__GIVEN RECORDS__:
• • • • • • •

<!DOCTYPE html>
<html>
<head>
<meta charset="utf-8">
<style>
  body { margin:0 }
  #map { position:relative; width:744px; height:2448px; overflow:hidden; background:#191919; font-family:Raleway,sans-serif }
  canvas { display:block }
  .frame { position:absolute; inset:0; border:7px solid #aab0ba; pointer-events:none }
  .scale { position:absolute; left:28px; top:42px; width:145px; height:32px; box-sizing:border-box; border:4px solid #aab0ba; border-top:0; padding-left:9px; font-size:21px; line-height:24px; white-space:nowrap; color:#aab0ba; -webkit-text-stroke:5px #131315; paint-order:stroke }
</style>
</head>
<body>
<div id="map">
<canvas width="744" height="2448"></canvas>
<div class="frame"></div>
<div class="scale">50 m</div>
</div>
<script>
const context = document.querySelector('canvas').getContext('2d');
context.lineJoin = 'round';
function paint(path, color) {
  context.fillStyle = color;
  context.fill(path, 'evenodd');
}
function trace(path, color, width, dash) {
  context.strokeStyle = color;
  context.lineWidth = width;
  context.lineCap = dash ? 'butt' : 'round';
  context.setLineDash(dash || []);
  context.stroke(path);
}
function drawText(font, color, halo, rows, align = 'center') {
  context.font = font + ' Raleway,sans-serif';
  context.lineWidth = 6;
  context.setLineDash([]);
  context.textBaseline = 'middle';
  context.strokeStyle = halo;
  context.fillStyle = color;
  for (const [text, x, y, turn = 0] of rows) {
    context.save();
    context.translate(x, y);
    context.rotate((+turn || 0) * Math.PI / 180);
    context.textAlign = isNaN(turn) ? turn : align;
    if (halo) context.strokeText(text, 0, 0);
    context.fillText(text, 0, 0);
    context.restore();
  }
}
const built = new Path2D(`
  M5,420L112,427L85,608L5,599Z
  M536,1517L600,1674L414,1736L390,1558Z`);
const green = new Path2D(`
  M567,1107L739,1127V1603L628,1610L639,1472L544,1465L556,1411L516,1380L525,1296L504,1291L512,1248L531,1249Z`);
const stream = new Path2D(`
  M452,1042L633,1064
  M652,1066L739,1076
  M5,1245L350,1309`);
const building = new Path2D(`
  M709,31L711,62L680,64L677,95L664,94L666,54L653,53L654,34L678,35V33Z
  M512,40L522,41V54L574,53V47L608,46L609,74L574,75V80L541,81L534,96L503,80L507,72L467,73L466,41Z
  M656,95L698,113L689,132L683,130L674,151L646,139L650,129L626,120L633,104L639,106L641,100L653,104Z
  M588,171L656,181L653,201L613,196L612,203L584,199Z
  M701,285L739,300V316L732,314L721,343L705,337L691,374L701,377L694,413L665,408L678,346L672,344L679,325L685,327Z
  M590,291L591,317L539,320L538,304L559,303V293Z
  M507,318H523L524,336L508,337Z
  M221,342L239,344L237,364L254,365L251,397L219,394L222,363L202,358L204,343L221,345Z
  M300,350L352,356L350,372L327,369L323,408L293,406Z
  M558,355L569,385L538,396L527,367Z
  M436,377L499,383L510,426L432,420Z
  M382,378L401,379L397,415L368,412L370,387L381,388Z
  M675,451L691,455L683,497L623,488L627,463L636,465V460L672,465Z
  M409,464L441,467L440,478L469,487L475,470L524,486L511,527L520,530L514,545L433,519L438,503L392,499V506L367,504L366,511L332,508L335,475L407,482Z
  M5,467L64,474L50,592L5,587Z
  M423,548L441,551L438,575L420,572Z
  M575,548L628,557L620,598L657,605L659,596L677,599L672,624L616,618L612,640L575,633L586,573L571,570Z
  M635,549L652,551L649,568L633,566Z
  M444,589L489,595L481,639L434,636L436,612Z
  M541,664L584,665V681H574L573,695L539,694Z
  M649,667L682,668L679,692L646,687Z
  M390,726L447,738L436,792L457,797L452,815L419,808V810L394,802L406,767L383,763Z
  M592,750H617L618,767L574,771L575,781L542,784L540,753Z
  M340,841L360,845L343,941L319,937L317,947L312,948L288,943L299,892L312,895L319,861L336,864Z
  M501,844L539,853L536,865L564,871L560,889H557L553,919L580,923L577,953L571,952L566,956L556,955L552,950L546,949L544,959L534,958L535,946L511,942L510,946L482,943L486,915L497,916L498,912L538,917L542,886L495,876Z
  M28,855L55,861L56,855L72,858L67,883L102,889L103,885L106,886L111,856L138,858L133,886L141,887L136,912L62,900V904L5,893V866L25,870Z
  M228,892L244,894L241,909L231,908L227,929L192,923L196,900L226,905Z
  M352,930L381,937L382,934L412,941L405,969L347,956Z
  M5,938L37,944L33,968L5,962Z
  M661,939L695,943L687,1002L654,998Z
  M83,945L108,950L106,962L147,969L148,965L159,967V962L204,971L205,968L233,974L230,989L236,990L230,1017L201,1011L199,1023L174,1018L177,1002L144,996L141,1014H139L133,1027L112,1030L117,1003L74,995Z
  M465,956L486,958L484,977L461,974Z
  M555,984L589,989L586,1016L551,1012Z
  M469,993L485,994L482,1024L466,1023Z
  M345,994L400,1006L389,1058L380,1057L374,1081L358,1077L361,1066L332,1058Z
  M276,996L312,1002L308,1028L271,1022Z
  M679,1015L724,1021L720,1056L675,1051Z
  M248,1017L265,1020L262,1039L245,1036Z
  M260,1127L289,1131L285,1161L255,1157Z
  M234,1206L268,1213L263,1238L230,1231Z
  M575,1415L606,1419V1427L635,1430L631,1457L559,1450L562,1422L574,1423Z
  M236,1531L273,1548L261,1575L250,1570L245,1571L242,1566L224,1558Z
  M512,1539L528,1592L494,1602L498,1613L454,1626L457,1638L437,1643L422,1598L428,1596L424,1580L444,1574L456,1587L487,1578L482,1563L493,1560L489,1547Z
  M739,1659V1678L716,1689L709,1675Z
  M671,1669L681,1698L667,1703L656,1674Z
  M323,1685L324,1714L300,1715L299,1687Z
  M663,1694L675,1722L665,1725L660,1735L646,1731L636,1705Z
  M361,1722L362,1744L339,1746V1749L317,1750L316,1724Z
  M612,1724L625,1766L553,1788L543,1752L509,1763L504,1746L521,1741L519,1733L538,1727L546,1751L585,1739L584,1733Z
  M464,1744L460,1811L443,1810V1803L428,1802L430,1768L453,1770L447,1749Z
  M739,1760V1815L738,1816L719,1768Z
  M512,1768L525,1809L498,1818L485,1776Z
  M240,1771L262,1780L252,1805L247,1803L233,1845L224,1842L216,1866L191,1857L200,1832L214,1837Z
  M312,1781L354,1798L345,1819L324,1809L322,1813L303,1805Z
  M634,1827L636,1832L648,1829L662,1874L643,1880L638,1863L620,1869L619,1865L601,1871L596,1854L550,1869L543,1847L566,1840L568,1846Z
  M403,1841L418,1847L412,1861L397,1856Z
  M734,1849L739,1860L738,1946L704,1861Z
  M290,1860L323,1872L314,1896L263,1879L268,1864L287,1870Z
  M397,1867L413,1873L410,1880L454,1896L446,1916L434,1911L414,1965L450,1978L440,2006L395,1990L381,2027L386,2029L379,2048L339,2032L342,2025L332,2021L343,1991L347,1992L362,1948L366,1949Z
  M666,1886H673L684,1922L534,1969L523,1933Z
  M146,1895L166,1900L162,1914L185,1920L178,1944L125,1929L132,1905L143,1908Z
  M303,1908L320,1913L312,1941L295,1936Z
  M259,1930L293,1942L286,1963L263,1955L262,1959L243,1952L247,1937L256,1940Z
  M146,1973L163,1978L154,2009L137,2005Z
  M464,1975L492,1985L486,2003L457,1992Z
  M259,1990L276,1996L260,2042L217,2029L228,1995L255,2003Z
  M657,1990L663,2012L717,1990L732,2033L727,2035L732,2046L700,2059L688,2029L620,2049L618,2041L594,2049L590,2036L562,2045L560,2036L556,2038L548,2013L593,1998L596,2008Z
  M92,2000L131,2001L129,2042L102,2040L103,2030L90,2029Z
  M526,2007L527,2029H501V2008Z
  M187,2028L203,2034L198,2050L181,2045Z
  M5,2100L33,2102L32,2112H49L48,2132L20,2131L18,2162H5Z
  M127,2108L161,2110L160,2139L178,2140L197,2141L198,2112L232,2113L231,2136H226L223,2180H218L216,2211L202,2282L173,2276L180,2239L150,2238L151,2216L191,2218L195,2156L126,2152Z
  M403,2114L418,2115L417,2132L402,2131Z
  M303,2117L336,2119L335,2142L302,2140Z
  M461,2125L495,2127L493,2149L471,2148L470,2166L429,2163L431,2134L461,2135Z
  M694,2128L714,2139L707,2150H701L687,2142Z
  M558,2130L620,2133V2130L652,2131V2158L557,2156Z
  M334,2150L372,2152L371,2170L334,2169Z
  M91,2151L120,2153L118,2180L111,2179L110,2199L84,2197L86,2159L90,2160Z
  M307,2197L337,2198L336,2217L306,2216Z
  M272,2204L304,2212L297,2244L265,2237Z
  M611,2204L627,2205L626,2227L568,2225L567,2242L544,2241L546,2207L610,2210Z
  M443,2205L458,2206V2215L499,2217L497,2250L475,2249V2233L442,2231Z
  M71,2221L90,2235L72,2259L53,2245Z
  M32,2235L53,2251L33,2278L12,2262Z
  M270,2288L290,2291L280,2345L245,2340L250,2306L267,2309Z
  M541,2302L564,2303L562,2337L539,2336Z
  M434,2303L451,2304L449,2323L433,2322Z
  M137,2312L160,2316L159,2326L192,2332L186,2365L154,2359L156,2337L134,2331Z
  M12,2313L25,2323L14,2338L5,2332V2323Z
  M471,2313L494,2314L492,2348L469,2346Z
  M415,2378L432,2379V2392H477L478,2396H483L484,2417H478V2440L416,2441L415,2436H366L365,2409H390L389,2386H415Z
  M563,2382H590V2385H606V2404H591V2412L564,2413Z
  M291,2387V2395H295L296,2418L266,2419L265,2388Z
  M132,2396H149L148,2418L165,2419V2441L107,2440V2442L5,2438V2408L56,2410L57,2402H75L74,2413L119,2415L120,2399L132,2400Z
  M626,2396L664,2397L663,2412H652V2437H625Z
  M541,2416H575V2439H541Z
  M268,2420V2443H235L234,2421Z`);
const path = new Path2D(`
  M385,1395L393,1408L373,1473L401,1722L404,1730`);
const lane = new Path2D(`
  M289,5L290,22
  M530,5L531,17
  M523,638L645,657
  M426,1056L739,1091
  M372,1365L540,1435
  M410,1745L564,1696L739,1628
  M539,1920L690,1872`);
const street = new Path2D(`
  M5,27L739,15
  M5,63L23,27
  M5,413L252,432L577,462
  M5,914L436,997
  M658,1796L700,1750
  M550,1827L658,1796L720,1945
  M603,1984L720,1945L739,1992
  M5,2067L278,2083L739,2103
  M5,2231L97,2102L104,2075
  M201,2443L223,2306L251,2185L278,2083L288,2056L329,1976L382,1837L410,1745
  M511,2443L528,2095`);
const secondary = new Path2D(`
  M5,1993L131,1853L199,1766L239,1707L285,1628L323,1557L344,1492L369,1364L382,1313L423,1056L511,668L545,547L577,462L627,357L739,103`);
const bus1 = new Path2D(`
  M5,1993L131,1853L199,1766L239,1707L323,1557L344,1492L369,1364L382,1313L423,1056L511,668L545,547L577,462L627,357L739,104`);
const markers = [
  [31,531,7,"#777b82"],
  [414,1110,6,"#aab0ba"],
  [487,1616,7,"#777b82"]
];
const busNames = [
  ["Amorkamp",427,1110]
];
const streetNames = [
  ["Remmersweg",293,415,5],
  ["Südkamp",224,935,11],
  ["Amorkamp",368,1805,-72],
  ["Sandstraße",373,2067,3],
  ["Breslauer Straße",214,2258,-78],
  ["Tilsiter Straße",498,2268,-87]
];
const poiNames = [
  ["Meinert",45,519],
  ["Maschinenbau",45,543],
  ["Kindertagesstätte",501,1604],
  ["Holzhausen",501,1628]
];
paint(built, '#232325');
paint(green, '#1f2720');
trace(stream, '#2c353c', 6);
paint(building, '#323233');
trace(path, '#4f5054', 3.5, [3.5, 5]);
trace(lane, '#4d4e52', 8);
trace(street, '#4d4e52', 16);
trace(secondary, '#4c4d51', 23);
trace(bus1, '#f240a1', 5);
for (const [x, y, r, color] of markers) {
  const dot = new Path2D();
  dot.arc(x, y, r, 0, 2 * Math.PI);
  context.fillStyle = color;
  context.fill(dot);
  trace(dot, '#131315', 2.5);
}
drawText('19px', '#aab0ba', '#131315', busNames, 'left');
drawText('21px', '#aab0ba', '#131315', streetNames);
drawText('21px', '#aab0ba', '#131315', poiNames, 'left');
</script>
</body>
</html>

• • • • • • •

__PROBLEM STATEMENT__: Reproduce each line from the data that has "rows" in it.

__RESPONSE BELOW__:
function drawText(font, color, halo, rows, align = 'center') {
  for (const [text, x, y, turn = 0] of rows) {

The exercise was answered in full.